Sweetapple, Christopher Michael, U. of Massachusetts, Amherst, MA - To aid research on 'Convergence and Cleavae: Queer Muslims at the Instersectin of Exclusion and Inclusion in Contemporary Europe,' supervised by Dr. Jacqueline Urla
Preliminary abstract: In Germany, as elsewhere in contemporary Europe, sexual politics and the politics of immigration have converged around the figure of the Muslim. Homophobia has been actively constructed as inherent to Islam and thus Muslims, and in the process homosexual citizens and Muslim immigrants have come to be understood as mutually oppositional categories of identity. My research troubles the discursive habit of segregating queer from Muslim through an investigation of subjects who dwell at the intersection of rising Islamophobic exclusion and queer recognition. I propose to conduct in-depth, multi-sited ethnographic research among queer Muslims in Berlin, Germany. Ethnographic immersion and data collection at a suite of sites, including an NGO, a prayer group, among cultural producers like writers and DJs, and in the material and online spaces where queer Muslims gather will allow me to witness how people at the fault lines of sociopolitical exclusion and inclusion negotiate, suffer, and respond to their predicament.
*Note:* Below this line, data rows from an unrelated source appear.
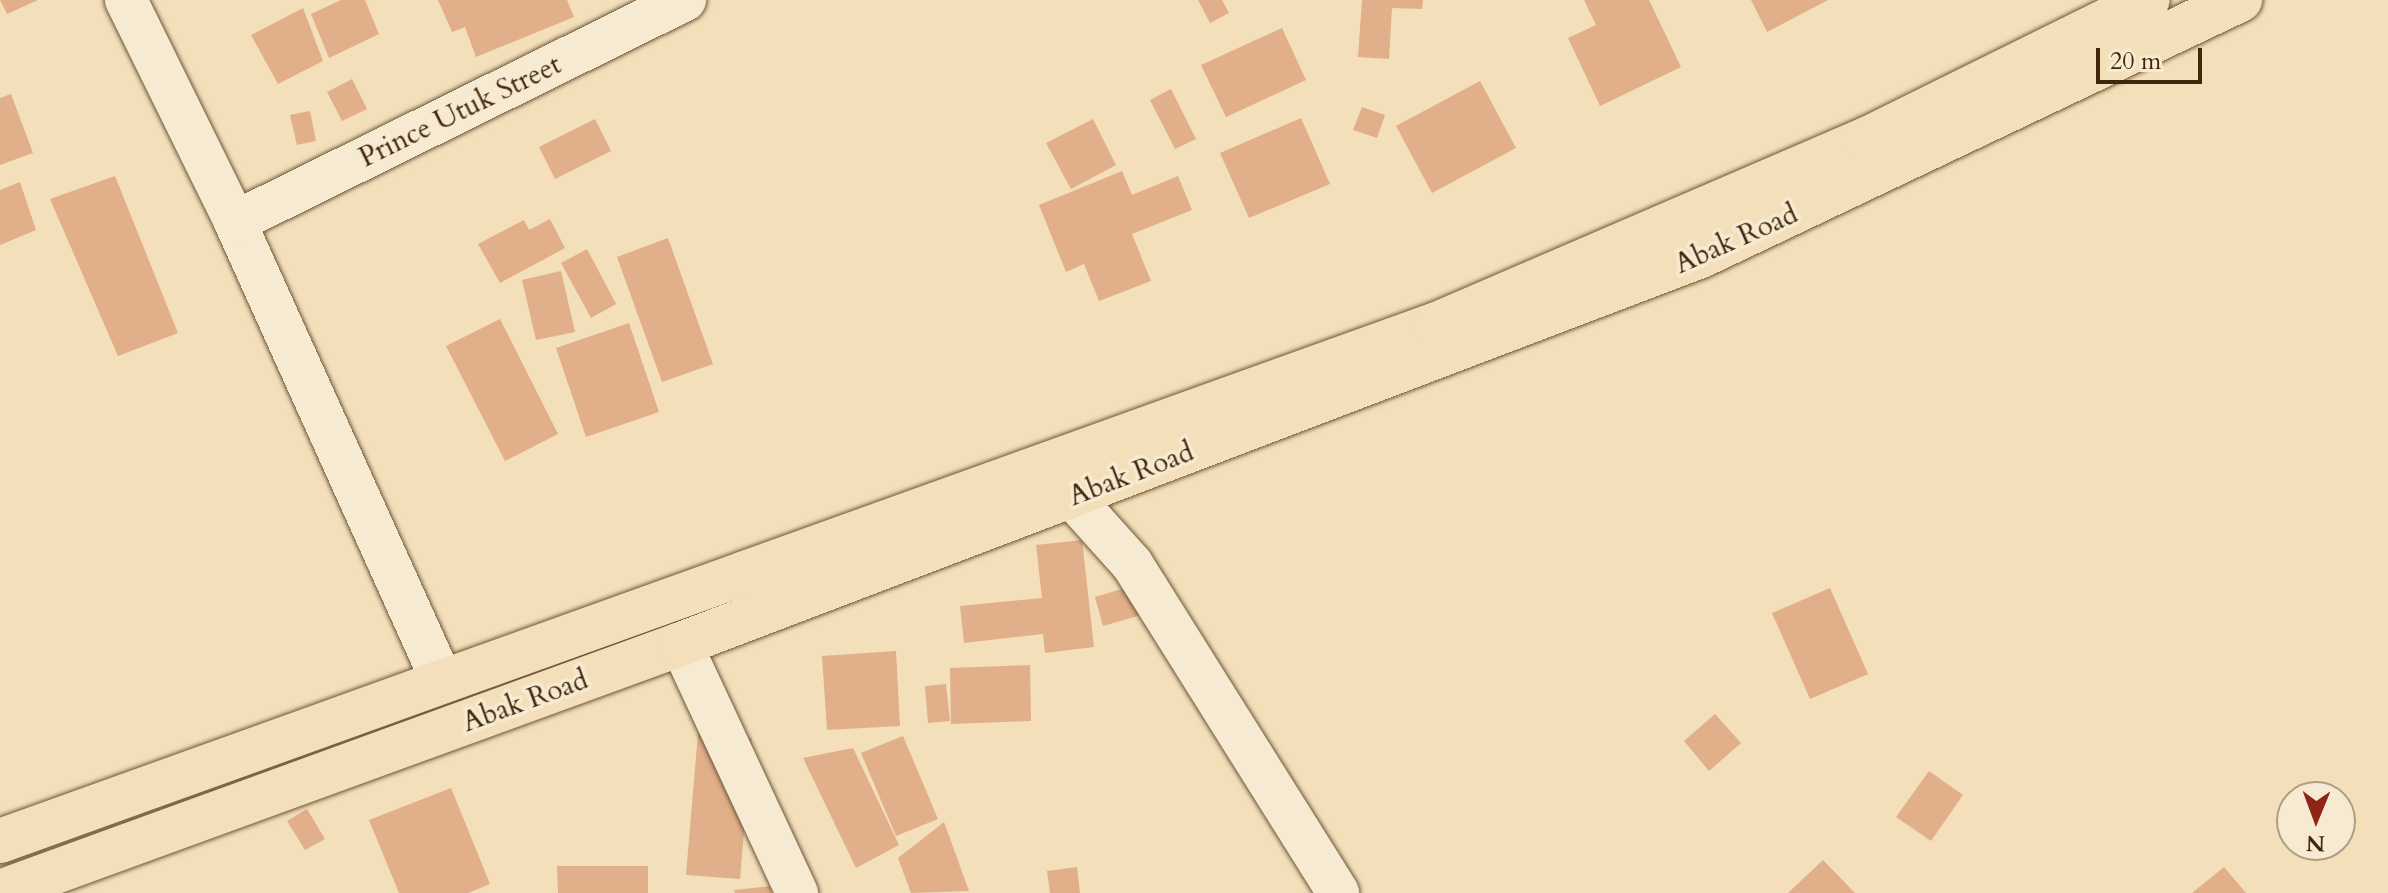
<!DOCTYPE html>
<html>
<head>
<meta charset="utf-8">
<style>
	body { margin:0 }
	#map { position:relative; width:2388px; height:893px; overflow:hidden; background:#f3dfb9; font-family:Cardo,serif }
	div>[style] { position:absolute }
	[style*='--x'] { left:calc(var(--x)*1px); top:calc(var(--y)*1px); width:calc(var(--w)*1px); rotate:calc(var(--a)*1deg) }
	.building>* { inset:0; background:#e1af8a }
	.roads { filter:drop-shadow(0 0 2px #6d5537) drop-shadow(0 0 2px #6d5537) }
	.minor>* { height:42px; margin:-21px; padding:0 21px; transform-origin:21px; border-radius:21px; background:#f7ead2 }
	.trunk>* { height:44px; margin:-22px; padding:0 22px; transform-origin:22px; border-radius:22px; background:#f3dfb9 }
	span { translate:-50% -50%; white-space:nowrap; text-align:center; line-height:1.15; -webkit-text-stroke:7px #f7ead2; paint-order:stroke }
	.street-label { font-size:28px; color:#40270c }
	.north { position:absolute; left:2276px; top:781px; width:80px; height:80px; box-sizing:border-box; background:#f7ead2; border:2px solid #ae9c83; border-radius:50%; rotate:181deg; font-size:22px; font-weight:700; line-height:32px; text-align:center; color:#40270c }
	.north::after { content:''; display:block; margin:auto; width:28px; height:36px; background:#8f2418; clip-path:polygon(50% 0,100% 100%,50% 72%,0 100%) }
	.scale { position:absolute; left:2096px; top:48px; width:106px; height:36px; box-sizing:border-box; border:4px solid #40270c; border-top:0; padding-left:10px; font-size:24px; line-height:28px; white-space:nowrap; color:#40270c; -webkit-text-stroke:6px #f7ead2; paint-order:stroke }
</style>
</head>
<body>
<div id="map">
	<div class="building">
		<i style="clip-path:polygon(0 0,38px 0,7px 14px)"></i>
		<i style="clip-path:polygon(341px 0,365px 0,379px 34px,329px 58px,311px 14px)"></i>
		<i style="clip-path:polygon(438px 0,567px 0,574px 17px,476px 57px,465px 27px,452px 32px)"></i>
		<i style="clip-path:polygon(1198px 0,1222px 0,1229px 13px,1210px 23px)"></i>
		<i style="clip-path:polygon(1362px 0,1423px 0,1422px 9px,1392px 8px,1389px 59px,1358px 57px)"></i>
		<i style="clip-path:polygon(1584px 0,1649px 0,1681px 67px,1600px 106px,1568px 38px,1596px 25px)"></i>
		<i style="clip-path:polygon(1751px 0,1828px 0,1767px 32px)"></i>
		<i style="clip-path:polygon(303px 8px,323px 61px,278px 84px,251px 35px)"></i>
		<i style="clip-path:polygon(1282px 28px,1306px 80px,1226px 117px,1201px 65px)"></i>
		<i style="clip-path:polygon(352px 79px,367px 109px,342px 121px,327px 92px)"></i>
		<i style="clip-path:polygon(1480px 81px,1516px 148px,1432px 193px,1396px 126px)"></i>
		<i style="clip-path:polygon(1171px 89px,1196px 139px,1175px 149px,1150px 100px)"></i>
		<i style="clip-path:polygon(11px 94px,33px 153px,0 165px,0 98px)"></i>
		<i style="clip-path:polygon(1362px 107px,1385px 115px,1377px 138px,1353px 130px)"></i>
		<i style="clip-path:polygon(310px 111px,316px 141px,297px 145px,290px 115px)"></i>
		<i style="clip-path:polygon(1301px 118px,1330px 184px,1249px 218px,1220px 153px)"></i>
		<i style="clip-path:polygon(595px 119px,611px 151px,555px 179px,539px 147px)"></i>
		<i style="clip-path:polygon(1093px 119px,1116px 165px,1071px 189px,1046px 143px)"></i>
		<i style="clip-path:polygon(1122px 171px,1132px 195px,1178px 176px,1192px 210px,1132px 234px,1151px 281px,1099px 301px,1084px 264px,1066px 272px,1039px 205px)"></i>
		<i style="clip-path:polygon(115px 176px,178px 333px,118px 356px,50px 199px)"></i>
		<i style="clip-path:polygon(20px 182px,36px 230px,0 245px,0 190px)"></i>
		<i style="clip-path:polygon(550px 219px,565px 248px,500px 283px,478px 244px,524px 220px,529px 230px)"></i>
		<i style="clip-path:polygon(668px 238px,713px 364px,662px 382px,617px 257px)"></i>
		<i style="clip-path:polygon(587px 249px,616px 304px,591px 318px,561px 263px)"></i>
		<i style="clip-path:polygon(561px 271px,575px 332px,536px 340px,522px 280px)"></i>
		<i style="clip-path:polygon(500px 319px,558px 434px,505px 461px,446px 346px)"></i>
		<i style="clip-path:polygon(629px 323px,659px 412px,586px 437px,556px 348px)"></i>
		<i style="clip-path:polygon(1082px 540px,1094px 647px,1045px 653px,1043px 634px,964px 643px,960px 606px,1042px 598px,1036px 545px)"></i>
		<i style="clip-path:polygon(1132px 586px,1141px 615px,1103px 626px,1095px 597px)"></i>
		<i style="clip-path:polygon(1830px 588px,1868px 674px,1810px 699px,1772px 613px)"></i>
		<i style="clip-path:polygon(896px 651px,900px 726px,827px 730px,822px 656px)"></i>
		<i style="clip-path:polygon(1030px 665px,1031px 721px,951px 724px,950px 668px)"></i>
		<i style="clip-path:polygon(946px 684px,950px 721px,928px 723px,925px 686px)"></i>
		<i style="clip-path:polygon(1715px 714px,1741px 743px,1709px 771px,1684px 741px)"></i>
		<i style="clip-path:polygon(698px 733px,752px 738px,740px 879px,686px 875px)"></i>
		<i style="clip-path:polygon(903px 736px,938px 819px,896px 836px,861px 753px)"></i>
		<i style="clip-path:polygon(853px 748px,899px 845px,856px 868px,803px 758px)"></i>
		<i style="clip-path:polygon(1929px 771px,1963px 795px,1931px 841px,1896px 817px)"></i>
		<i style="clip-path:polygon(451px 788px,490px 884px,468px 893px,399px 893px,369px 820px)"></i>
		<i style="clip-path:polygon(307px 809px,325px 839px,305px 850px,287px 821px)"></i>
		<i style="clip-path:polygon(944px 822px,969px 891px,911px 893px,898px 858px)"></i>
		<i style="clip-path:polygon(1823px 860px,1855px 893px,1788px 893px)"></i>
		<i style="clip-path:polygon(557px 866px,648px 866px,648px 893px,558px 893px)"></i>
		<i style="clip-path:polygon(1077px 867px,1080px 893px,1050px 893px,1047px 871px)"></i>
		<i style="clip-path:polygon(2224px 867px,2246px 893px,2192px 893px)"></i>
		<i style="clip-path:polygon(770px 886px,771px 893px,735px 893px,734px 890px)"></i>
	</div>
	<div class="roads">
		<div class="minor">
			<i style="--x:126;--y:0;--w:247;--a:63.8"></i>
			<i style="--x:235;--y:222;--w:504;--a:65.73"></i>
			<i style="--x:235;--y:222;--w:502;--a:-26.26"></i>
			<i style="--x:1071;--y:496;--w:91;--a:48.1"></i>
			<i style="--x:1132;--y:564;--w:388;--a:57.9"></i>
			<i style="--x:681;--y:644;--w:275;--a:65"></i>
		</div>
		<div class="trunk">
			<i style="--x:0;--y:841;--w:1527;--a:-19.79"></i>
			<i style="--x:1437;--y:324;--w:468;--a:-23.3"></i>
			<i style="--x:1867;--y:139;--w:313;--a:-26.3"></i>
			<i style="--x:0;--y:892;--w:725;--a:-20.01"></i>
			<i style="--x:681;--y:644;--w:1091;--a:-20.83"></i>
			<i style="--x:1701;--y:256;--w:597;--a:-25.41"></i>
		</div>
	</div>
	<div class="street-label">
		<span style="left:460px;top:111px;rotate:-26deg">Prince Utuk Street</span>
		<span style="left:1736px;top:239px;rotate:-24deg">Abak Road</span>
		<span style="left:1131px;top:474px;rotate:-21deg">Abak Road</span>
		<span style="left:525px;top:701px;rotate:-20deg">Abak Road</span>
	</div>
	<div class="north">N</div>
	<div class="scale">20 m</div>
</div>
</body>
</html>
My research questions are: 1) With what cultural and semiotic resources do queer Muslims produce and maintain identifications that are habitually deemed irreconcilable in public discourse? 2) To what degree and effect do their political interventions, everyday practices and discursive enunications borrow from, combine, and resignify idioms of racial, cultural and religious difference? 3) How does their identity-work, which spans multiple sites including political organizing, cultural production and/or informal sociality, disrupt, transform or reproduce the regnant cultural logic pitting queer citizen against Muslim-identified migrant?
Kim, Dong Ju, U. of Michigan, Ann Arbor, MI - To aid research on ''True Modern Scientific Agriculture': Interactive Knowledge of Soil Nutrients among Farmers and Scientists in Post-Socialist Poland,' supervised by Dr. Gillian Feeley-Harnik
DONG JU KIM, then a student at University of Michigan, Ann Arbor, Michigan, was awarded a grant in April 2008, to aid research on ''True Modern Scientific Agriculture:' Interactive Knowledge of Soil Nutrients among Farmers and Scientists in Post-Socialist Poland,' supervised by Dr. Gillian Feeley-Harnik. This project examined the impact of EU agricultural policy in Poland and its implications for ecologically sustainable management of state-owned and private farmlands. The grantee expected that the new policy and environmental standards, although designed to sustain small farmers and the environment, would be better observed and more effective in former state farms with state-owned lands. It was discovered that corporate farm managers often criticized the European Union because they believed direct subsidies enabled small farmers to survive, thus keeping Polish agriculture from developing towards modern European standards. Private farmers, on the other hand, contended that taking good care of the soil and practicing environmentally responsible agriculture could only happen with thorough care and knowledge of owned land. The barriers corporate farms faced in practicing sustainability were declining profitability and the fact that employees did not care as much about the soil and environmental consequences. In contrast, small farmers did care for the soil but learned changes slowly, and had to deal with lower profits and more uncertainty with limited crops. However, small farmers and corporate farm managers agreed that continued distribution of information about proper dosages of chemical fertilizer and herbicide is essential for profitable and sustainable cultivation.